A set of intrinsics wrap every TPC machine instruction, allowing all legal combinations of arguments for all supported data types and scalar/vector type domains.

In most cases, the intrinsic function name is derived from the instruction name, instruction data type, return data type width, scalar/vector properties of its arguments and predicate values.

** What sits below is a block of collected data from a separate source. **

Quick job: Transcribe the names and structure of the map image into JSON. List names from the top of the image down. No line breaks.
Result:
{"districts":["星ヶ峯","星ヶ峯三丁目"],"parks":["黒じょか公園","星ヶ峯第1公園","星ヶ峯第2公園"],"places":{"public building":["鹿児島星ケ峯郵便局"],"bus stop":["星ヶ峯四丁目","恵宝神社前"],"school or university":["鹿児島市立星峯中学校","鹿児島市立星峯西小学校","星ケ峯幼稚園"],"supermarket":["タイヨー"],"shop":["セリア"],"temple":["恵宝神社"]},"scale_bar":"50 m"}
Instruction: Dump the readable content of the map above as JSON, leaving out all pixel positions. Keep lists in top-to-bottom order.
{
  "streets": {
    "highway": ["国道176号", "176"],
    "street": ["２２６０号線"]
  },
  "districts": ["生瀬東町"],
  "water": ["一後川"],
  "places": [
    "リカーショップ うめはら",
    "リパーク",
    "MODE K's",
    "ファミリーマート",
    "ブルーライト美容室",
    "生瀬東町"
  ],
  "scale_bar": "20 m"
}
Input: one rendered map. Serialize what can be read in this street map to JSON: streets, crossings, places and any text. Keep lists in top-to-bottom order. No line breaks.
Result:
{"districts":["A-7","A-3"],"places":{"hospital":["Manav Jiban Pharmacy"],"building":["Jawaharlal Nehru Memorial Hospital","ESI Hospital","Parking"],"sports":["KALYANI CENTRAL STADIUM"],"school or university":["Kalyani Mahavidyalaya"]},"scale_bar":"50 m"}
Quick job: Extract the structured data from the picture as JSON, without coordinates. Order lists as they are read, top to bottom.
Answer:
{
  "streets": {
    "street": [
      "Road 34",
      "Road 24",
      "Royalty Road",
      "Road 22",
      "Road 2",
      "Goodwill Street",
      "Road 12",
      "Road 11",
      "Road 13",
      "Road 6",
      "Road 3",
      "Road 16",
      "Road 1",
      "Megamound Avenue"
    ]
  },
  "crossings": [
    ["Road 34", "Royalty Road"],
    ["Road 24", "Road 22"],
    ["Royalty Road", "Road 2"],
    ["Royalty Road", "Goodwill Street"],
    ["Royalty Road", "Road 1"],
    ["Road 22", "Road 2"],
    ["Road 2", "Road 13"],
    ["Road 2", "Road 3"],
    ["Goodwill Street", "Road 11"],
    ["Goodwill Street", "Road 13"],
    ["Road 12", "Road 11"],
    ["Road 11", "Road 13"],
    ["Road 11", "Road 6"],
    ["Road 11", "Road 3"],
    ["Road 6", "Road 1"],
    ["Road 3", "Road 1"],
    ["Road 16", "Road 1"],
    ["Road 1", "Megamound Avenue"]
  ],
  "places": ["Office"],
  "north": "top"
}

The common intrinsic naming convention adheres to the following pattern

<argument width>_<instruction data type>_<instruction name>_<b|vb>( arguments… );

The argument width can be:

  • v – vector type

  • s – scalar type

  • i - int5 type

The instruction data type:

  • f32 – single-precision floating point

  • i32 – 32-bit signed integer

  • u32 – 32-bit unsigned integer

  • i16 – 16-bit signed integer

  • u16 – 16-bit unsigned integer

  • f16 – Half-precision floating-point format

  • bf16 – bfloat floating-point format

  • i8 – 8-bit signed integer

  • u8 – 8-bit unsigned integer

  • h8 – fp_152 8-bit float number

  • f8 – fp_143 8-bit float number

  • i – int5 data type

Predicate arguments can be:

  • b – scalar boolean

  • bv – vector boolean

Examples:

bool128 v_u16_cmp_less_vb(ushort128 a, ushort128 b, int switches, bool128 income,
                          bool128 predicate, bool polarity=0);

float64 v_f32_mul_vb(float64 a, float64 b, int switches, float64 income,
                     bool64 predicate, bool polarity=0);

Intrinsic Arguments

  1. Operation input - List of source to the operation.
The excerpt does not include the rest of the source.